* **Listed records**:
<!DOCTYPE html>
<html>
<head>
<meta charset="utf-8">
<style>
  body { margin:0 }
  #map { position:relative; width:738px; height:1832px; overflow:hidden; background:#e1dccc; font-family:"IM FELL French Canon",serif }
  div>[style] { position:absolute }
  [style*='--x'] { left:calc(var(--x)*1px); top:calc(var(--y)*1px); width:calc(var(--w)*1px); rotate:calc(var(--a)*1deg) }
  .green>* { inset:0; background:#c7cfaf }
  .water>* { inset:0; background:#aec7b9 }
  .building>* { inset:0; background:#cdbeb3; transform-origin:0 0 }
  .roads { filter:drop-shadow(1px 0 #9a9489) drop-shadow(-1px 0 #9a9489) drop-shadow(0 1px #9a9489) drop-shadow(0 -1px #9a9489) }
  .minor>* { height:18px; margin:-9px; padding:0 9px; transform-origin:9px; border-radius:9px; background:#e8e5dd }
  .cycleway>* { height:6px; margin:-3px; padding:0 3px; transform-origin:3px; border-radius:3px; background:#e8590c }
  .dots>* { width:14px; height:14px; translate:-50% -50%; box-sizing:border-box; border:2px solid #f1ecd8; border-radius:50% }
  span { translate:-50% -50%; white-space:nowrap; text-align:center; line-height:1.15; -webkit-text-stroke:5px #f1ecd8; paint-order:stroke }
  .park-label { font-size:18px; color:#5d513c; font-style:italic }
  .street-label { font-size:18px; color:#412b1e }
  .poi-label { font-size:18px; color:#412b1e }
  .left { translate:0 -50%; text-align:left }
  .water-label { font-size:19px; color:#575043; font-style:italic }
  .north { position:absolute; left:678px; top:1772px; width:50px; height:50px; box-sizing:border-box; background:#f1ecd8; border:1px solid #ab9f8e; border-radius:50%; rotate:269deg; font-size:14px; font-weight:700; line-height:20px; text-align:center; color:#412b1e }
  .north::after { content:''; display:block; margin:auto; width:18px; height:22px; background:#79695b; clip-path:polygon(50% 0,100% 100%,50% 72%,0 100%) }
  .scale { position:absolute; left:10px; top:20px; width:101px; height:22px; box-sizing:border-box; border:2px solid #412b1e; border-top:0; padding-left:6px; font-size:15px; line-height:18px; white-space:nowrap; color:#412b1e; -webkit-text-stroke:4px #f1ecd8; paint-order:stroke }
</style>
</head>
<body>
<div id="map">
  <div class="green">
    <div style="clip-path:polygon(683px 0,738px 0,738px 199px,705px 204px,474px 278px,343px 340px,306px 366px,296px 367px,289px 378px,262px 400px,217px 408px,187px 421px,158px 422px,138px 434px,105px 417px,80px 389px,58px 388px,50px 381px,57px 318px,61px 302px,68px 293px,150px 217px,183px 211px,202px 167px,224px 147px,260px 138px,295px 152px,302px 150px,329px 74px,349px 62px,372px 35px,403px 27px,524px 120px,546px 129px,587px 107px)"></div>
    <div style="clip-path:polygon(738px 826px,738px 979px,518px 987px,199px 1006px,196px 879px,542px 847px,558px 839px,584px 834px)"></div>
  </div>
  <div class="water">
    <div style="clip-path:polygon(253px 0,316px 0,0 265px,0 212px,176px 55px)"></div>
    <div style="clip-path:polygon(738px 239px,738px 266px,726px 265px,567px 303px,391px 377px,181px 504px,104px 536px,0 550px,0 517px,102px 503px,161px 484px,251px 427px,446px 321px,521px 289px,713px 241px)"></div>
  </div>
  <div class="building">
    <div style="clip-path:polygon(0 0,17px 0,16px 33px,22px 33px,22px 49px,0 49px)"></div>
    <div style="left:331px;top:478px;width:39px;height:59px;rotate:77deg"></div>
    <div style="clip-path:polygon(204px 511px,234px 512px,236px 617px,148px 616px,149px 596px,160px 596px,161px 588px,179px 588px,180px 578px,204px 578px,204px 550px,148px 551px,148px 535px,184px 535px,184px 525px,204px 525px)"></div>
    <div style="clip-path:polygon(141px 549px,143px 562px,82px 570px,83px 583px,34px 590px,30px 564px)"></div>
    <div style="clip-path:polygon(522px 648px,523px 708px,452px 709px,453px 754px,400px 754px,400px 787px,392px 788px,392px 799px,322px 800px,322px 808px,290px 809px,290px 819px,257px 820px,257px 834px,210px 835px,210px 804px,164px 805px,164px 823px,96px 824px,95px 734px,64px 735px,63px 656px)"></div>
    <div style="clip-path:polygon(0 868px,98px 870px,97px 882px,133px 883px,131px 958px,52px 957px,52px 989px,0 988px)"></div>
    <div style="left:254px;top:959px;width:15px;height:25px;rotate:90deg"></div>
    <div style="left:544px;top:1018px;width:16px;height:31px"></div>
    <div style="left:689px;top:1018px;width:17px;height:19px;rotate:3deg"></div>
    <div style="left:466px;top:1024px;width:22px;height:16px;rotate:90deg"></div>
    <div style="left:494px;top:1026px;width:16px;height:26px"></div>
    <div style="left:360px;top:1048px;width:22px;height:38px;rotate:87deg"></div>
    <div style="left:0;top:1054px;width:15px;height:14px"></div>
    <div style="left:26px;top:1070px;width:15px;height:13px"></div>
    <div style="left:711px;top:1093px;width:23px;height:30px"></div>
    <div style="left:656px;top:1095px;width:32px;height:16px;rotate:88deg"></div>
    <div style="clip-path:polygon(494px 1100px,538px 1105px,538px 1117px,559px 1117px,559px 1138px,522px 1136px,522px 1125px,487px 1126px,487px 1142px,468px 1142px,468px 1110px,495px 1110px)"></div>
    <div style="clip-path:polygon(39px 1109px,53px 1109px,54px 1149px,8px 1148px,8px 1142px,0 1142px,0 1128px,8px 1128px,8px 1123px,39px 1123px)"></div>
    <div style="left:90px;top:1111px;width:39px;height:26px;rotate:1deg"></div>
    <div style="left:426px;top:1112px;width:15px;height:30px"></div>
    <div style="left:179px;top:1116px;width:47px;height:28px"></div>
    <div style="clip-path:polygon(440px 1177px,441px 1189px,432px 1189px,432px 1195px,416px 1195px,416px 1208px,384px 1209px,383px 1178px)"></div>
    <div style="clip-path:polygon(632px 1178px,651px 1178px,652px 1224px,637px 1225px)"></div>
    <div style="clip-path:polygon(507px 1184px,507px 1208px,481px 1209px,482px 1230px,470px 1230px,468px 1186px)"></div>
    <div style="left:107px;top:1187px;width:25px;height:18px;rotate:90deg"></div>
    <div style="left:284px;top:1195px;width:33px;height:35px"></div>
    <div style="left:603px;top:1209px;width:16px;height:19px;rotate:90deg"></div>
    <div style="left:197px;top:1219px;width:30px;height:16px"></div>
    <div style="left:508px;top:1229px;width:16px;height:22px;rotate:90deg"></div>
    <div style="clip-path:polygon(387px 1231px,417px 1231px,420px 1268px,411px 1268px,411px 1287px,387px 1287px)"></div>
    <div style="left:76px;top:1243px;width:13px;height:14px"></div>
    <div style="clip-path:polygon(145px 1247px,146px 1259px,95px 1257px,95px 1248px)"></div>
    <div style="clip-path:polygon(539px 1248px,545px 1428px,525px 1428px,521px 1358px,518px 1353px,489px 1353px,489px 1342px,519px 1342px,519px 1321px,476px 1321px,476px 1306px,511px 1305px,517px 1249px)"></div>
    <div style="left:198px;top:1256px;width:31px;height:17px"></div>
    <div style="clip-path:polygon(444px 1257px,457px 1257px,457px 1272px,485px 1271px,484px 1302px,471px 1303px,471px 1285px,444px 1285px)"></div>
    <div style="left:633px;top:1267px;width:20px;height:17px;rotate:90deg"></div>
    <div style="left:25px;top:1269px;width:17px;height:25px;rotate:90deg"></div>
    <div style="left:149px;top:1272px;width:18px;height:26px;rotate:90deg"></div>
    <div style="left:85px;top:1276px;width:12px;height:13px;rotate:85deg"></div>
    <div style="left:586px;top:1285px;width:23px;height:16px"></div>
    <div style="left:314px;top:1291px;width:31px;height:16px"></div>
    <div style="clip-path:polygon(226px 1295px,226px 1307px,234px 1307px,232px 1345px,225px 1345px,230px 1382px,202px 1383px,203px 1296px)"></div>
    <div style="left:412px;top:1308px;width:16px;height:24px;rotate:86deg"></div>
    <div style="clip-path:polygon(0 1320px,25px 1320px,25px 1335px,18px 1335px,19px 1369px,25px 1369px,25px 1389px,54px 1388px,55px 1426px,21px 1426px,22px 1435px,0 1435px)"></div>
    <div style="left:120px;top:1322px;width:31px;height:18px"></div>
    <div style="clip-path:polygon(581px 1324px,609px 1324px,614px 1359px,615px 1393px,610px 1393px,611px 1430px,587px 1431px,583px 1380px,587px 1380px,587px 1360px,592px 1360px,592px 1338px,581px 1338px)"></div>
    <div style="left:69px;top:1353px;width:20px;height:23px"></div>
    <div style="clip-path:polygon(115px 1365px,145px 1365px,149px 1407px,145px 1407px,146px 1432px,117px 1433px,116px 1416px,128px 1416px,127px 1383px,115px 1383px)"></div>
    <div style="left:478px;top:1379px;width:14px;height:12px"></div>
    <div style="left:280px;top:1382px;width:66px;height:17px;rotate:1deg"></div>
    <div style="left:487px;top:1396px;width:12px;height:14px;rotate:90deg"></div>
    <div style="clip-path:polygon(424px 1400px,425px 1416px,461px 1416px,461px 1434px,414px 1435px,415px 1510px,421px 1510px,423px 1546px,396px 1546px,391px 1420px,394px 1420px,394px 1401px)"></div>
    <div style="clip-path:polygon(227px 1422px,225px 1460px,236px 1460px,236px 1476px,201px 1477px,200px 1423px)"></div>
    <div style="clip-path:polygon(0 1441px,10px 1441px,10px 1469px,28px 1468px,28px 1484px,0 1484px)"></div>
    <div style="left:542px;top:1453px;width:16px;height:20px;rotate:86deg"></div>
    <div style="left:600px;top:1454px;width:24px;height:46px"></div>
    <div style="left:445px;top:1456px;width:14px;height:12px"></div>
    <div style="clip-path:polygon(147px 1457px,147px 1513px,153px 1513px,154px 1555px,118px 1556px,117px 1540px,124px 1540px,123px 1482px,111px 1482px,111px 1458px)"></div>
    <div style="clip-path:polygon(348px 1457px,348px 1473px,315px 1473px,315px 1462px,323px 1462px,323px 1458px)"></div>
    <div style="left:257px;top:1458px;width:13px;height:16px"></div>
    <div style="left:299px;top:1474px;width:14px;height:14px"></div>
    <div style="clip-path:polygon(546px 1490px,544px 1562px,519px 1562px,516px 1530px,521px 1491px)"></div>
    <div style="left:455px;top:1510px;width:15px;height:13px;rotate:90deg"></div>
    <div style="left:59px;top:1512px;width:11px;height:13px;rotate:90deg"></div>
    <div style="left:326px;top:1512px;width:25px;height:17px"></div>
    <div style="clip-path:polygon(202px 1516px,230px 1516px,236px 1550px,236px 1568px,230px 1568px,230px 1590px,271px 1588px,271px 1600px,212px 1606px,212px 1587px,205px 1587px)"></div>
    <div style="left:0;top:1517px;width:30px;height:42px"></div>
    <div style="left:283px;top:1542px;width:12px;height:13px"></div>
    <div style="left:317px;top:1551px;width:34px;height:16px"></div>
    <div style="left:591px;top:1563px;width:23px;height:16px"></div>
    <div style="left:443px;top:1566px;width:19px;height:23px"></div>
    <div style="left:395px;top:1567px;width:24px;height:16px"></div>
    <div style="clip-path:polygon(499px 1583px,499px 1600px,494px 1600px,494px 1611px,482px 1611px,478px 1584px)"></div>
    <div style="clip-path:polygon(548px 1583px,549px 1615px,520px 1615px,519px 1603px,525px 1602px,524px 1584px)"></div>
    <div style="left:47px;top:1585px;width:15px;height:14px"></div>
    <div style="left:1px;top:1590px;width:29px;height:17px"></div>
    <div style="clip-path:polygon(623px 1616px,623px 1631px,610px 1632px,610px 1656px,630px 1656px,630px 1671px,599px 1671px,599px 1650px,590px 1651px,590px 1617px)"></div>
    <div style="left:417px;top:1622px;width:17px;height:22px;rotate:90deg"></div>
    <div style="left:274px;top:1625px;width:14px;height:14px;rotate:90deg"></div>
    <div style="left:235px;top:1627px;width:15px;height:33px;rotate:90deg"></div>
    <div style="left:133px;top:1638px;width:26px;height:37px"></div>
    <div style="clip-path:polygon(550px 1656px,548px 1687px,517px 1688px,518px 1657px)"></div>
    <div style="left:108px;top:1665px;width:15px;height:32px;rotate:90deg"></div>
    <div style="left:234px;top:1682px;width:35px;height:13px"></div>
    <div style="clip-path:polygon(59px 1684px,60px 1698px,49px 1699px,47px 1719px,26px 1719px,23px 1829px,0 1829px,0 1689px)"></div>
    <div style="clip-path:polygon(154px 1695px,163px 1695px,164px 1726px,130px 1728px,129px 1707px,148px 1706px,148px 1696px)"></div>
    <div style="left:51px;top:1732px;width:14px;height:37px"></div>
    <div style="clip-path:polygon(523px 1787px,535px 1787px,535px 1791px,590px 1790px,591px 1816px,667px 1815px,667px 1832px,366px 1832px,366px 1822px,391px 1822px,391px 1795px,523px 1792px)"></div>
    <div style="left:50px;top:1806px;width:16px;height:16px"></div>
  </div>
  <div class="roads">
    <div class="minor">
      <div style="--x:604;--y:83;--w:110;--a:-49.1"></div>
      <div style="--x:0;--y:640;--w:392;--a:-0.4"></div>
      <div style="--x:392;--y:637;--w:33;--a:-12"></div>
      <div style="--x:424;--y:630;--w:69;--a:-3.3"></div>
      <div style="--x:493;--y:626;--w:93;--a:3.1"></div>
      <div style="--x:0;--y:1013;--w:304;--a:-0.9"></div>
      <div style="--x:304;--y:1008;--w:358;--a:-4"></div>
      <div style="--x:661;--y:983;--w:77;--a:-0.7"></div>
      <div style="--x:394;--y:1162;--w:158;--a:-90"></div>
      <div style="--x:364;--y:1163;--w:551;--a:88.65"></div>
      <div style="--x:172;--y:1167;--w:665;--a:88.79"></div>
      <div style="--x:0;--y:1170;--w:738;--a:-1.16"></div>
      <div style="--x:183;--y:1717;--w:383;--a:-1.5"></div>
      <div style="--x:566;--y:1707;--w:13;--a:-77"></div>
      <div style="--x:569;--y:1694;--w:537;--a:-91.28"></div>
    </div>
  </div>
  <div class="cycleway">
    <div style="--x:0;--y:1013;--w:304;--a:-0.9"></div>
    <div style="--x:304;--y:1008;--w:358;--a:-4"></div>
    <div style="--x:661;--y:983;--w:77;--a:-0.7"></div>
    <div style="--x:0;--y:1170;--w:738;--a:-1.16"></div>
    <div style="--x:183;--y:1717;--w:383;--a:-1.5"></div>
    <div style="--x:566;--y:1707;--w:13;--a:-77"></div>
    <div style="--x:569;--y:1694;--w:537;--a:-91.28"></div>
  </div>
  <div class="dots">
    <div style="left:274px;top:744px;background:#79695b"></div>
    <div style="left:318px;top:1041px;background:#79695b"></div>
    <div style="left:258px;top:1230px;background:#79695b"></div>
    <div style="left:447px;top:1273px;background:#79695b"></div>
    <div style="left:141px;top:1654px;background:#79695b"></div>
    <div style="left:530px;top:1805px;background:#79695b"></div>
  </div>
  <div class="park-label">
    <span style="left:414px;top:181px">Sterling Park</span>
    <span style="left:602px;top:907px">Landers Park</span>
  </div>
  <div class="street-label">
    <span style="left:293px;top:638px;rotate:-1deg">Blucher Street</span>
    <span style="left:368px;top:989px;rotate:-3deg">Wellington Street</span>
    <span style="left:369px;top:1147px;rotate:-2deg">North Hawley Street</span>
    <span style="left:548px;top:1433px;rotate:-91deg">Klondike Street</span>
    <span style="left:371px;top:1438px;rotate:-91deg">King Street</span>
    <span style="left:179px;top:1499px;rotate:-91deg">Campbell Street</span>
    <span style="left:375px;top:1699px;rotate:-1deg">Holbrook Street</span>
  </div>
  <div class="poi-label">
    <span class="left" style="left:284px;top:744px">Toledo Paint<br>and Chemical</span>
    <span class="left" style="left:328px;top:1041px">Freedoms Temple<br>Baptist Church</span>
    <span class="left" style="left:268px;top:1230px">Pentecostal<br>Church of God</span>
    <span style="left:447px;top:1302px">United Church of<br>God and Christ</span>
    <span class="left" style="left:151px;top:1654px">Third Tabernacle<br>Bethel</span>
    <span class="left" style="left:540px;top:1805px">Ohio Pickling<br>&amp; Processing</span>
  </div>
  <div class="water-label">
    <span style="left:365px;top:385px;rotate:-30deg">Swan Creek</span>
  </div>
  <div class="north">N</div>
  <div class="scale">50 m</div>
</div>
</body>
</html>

* **Your task**:
From the listing above, return the lines starting at the one with "translate:0 -50%; text-align:left" and ending at the one with "position:absolute; left:678px; top:1772px;", both kept, exactly as they appear and nothing more.

* **Written answer**:
  .left { translate:0 -50%; text-align:left }
  .water-label { font-size:19px; color:#575043; font-style:italic }
  .north { position:absolute; left:678px; top:1772px; width:50px; height:50px; box-sizing:border-box; background:#f1ecd8; border:1px solid #ab9f8e; border-radius:50%; rotate:269deg; font-size:14px; font-weight:700; line-height:20px; text-align:center; color:#412b1e }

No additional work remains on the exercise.